**TASK PROMPT**
Which lines of the material contain the word "Start"? Show each one.

◆ ◆ ◆ ◆

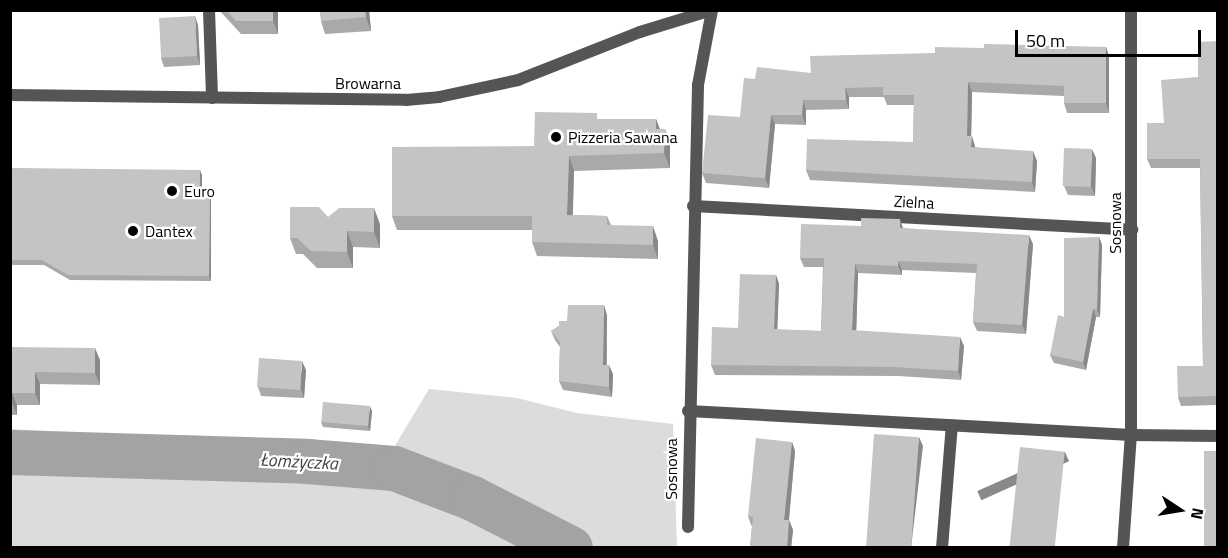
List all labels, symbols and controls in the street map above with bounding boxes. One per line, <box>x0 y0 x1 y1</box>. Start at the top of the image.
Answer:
scale bar <box>1018 18 1204 56</box>
text: 50 m <box>1026 27 1065 54</box>
street label: Browarna <box>335 73 401 93</box>
place label: Pizzeria Sawana <box>568 127 678 147</box>
marker: Pizzeria Sawana <box>549 130 563 144</box>
place label: Euro <box>184 181 215 201</box>
marker: Euro <box>165 184 179 198</box>
street label: Zielna <box>893 191 935 213</box>
street label: Sosnowa <box>1105 192 1125 254</box>
place label: Dantex <box>145 221 193 241</box>
marker: Dantex <box>126 224 140 238</box>
street label: Sosnowa <box>661 438 681 500</box>
water label: Łomżyczka <box>260 449 338 475</box>
north arrow <box>1150 480 1210 540</box>
text: N <box>1185 506 1210 522</box>

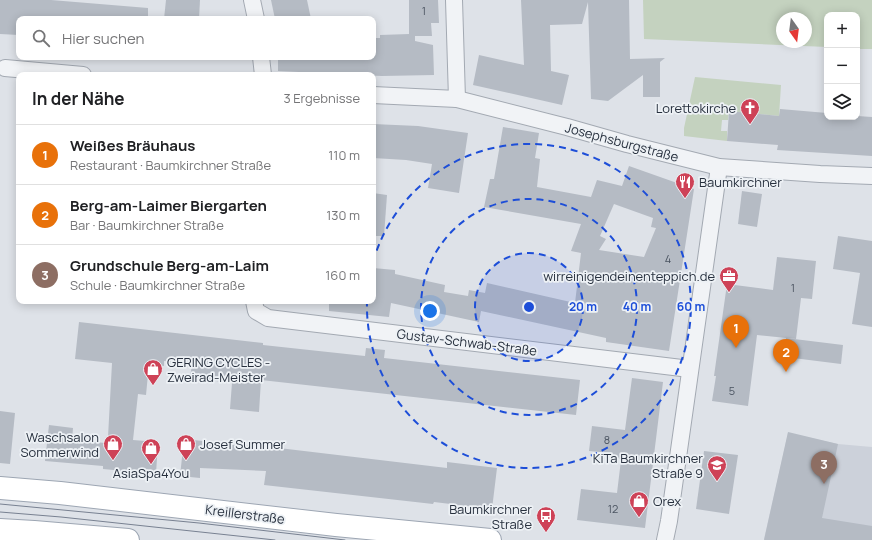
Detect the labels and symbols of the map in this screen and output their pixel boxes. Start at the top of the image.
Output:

◆ ◆ ◆ ◆

**ANSWER SECTION**
List all labels, symbols and controls in the street map above with bounding boxes. One per line, <box>x0 y0 x1 y1</box>. Start at the top of the image.
Detect the labels and symbols of the map in this screen and output their pixel boxes. Start at the top of the image.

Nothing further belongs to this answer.